Begin at the line below that has "M47,479L99,469" and stop after the line that has "stroke(lane, '#c2bbae', 12);". Please restate only those lines, word for word.

Extracted records:

----------------------------------------

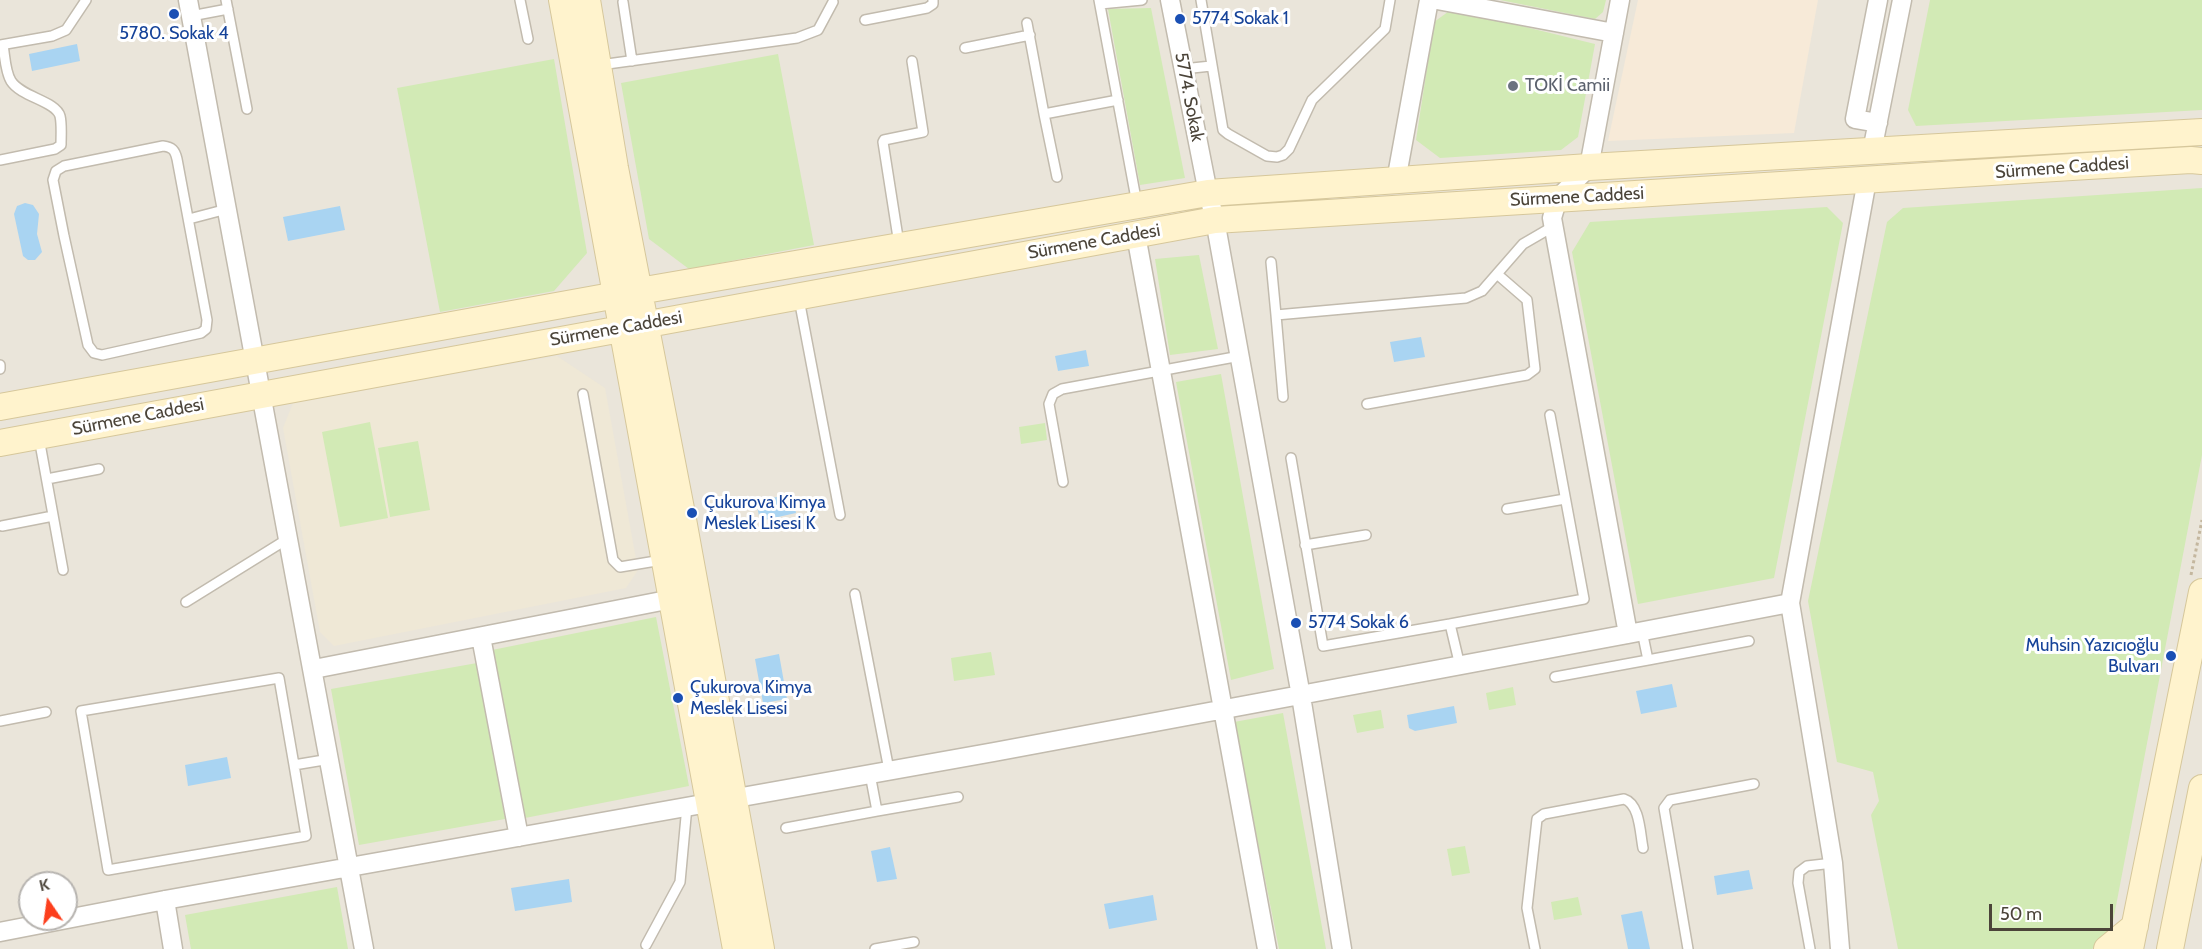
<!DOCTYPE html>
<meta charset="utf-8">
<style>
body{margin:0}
#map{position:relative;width:2202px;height:949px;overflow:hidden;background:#f6f3ec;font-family:Cabin,sans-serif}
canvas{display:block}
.north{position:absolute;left:18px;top:871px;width:60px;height:60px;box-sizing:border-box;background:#fff;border:2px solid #b7b4b0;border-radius:50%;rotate:347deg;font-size:16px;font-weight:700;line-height:24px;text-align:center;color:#4b4439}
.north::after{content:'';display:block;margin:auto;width:21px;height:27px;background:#fc3f1d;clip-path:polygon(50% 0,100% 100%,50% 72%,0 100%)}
.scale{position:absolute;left:1989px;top:904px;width:124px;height:27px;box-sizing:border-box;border:3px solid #4b4439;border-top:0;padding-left:8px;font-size:18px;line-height:21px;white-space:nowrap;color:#4b4439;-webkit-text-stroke:4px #fff;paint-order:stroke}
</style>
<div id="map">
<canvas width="2202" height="949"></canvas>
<div class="north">K</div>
<div class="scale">50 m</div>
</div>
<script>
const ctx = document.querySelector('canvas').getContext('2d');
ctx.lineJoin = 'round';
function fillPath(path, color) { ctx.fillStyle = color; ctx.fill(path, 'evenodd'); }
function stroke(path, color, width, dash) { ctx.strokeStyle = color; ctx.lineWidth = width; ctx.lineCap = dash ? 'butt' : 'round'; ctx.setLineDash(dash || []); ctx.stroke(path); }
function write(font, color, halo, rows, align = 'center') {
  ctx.font = font + ' Cabin,sans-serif'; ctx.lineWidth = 6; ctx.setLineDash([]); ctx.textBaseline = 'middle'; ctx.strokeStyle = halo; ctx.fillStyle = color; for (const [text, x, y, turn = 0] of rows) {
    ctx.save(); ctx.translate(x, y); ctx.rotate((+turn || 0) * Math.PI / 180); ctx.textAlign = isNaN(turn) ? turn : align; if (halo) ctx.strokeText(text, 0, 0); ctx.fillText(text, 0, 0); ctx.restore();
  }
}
fillPath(new Path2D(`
 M0,0H2202V949H0ZM30,883H66V919H30Z`), '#eae5da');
fillPath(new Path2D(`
 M1638,0H1818L1794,133L1608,141Z`), '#f7ead8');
fillPath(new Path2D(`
 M557,356L605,388L638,570L626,588L334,646L320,632L283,428L293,403Z`), '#efe8d6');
fillPath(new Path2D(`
 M1500,0H1606L1603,12L1595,19Z
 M1930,0H2202V110L1916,126L1908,110Z
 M1151,8L1185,178L1140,185L1108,9Z
 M1452,9L1595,44L1578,137L1561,150L1440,158L1416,140L1434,22Z
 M778,54L814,245L689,269L649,239L621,83Z
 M554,59L587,253L554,291L440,312L397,88Z
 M2202,188V455L2111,932L2092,949H1898L1871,815L1879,801L1873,772L1837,762L1808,601L1887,222L1903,208Z
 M1827,207L1843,223L1774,578L1638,604L1572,252L1590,222Z
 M1199,255L1218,349L1170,355L1155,259Z
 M1221,374L1274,669L1231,680L1176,382Z
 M370,422L388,518L340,527L322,432Z
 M1045,423L1047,440L1021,444L1019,427Z
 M418,441L430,510L390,517L378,448Z
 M656,617L689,786L525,818L492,650Z
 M991,652L995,675L954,681L951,658Z
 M477,663L505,819L359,845L331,689Z
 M1513,687L1516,705L1489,710L1486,693Z
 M1381,710L1384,728L1357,733L1353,715Z
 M1283,713L1326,949H1279L1234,722Z
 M1465,846L1470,873L1452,876L1447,849Z
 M337,887L348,949H191L185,915Z
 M1578,897L1582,915L1554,920L1551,902Z`), '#d2eab5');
fillPath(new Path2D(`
 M77,44L80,61L32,71L29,54Z
 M25,203L33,205L39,214L37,234L42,252L35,260H28L23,256L14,214L17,206Z
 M340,206L345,230L288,241L283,217Z
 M1421,337L1425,357L1394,362L1390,342Z
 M1086,350L1089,366L1058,371L1055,356Z
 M792,494L796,513L760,521L756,501Z
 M779,654L787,699L763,703L755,659Z
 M1672,684L1677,707L1641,714L1636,691Z
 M1454,706L1457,723L1415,731L1409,728L1407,715Z
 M227,757L231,778L188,786L185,765Z
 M890,847L897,879L877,882L871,851Z
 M1749,870L1753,889L1717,895L1714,876Z
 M569,879L572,902L515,911L511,888Z
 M1153,895L1157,920L1109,929L1104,904Z
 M1642,911L1650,949H1628L1621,915Z`), '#a9d4f2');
const lane = new Path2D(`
 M226,0L247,109
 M520,0L528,39
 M1099,0L1137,204
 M1201,0L1223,130L1228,134L1267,156L1277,157L1283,155L1289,149L1312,100L1385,29L1390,0
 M623,2L632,61
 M1100,4L1142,0
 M191,16L228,9
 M865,20L927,8L933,4V0
 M1027,23L1044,114L1118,100
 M0,45L52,36L66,30L86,0
 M965,48L1030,35
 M600,65L797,38L818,30L833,2
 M1183,69L1211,66
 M1044,114L1057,177
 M163,146C172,147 175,150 177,159L207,320L206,329L201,333L102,355L94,353L88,345L64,236L53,180L56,171L64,166Z
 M0,160L55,149L61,145C61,136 62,124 60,116C56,101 21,97 11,81C5,71 5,56 3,45
 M189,219L227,209
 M899,244L883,142L884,140L923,132L912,61
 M1271,262L1276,315L1466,298L1482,291L1523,244L1554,226
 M799,299L840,515
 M1276,315L1283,397
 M0,365V369
 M583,394L613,560L620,567L662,560
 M1367,404L1527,375L1535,369L1527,300L1497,274
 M39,438L63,570
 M1291,458L1323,646L1450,624
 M47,479L99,469
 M1063,482L1049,404L1053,394L1062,389L1240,356
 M1507,509L1565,499
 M2,526L53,516
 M1305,545L1366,535
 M855,594L889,770
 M186,602L289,538
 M1648,660L1749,641
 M1460,666L1450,624L1584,599L1550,415
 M1555,677L1648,660L1642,631
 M0,721L46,712
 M294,765L306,836L108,870L81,711L279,678L294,765L330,759
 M870,774L877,811L958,797
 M786,828L877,811
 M646,945L680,882L687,806
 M875,949L914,942
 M1535,949L1527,908L1537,819L1544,814L1624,799C1640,804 1640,833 1643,848
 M1688,949L1664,808L1670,800L1754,784
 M1810,949L1798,883L1799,872L1807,866L1833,863`);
const street = new Path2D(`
 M188,0L364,949
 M1170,0L1208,193L1215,220L1301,696L1342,949
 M1437,0L1614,33
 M1878,0L1855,119L1878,123
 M1872,151L1902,0
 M1396,181L1429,0
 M1136,235L1267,949
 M1790,603L1867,180
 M1628,634L1790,603L1833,863L1840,949
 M481,637L519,837
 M314,669L672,599
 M165,900L173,949
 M0,932L165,900L994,752L1628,634L1552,218L1558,198L1589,167L1620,0`);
const secondary = new Path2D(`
 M562,0L736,949
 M587,0L615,168L682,514L761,949
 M0,407L639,291L1208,193L1589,167L2202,132
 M0,443L1215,220L2088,166L2191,160L2202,161
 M2107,949L2135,926
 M2130,949L2202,592
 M2170,949L2202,788`);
stroke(lane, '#c2bbae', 12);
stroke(street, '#c2bbae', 21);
stroke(secondary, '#d6c79b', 28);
stroke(new Path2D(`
 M2191,575L2202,520`), '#c4b79f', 3, [3, 3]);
stroke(lane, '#fff', 9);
stroke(street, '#fff', 18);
stroke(secondary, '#fff3cd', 26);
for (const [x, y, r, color] of [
 [174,14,6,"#1a4fb4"],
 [1180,19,6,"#1a4fb4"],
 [1513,86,6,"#6b7280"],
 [692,513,6,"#1a4fb4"],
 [1296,623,6,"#1a4fb4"],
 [2171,656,6,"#1a4fb4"],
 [678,698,6,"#1a4fb4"]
]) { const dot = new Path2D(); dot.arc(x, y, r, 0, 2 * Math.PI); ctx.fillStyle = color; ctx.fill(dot); stroke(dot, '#fff', 2); }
write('18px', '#164399', '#fff', [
 ["5774 Sokak 1",1192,19],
 ["5780. Sokak 4",174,34,"center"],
 ["Çukurova Kimya",704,503],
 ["Meslek Lisesi K",704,524],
 ["5774 Sokak 6",1308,623],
 ["Muhsin Yazıcıoğlu",2159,646,"right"],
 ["Bulvarı",2159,667,"right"],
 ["Çukurova Kimya",690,688],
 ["Meslek Lisesi",690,709]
], 'left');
write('18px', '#5b616d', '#fff', [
 ["TOKİ Camii",1525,86]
], 'left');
write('18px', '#4b4439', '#fff', [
 ["5774. Sokak",1189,97,79],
 ["Sürmene Caddesi",2062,168,-4],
 ["Sürmene Caddesi",1577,197,-3],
 ["Sürmene Caddesi",1094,242,-10],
 ["Sürmene Caddesi",616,329,-10],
 ["Sürmene Caddesi",138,417,-11]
]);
</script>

----------------------------------------

**Answer box**
 M47,479L99,469
 M1063,482L1049,404L1053,394L1062,389L1240,356
 M1507,509L1565,499
 M2,526L53,516
 M1305,545L1366,535
 M855,594L889,770
 M186,602L289,538
 M1648,660L1749,641
 M1460,666L1450,624L1584,599L1550,415
 M1555,677L1648,660L1642,631
 M0,721L46,712
 M294,765L306,836L108,870L81,711L279,678L294,765L330,759
 M870,774L877,811L958,797
 M786,828L877,811
 M646,945L680,882L687,806
 M875,949L914,942
 M1535,949L1527,908L1537,819L1544,814L1624,799C1640,804 1640,833 1643,848
 M1688,949L1664,808L1670,800L1754,784
 M1810,949L1798,883L1799,872L1807,866L1833,863`);
const street = new Path2D(`
 M188,0L364,949
 M1170,0L1208,193L1215,220L1301,696L1342,949
 M1437,0L1614,33
 M1878,0L1855,119L1878,123
 M1872,151L1902,0
 M1396,181L1429,0
 M1136,235L1267,949
 M1790,603L1867,180
 M1628,634L1790,603L1833,863L1840,949
 M481,637L519,837
 M314,669L672,599
 M165,900L173,949
 M0,932L165,900L994,752L1628,634L1552,218L1558,198L1589,167L1620,0`);
const secondary = new Path2D(`
 M562,0L736,949
 M587,0L615,168L682,514L761,949
 M0,407L639,291L1208,193L1589,167L2202,132
 M0,443L1215,220L2088,166L2191,160L2202,161
 M2107,949L2135,926
 M2130,949L2202,592
 M2170,949L2202,788`);
stroke(lane, '#c2bbae', 12);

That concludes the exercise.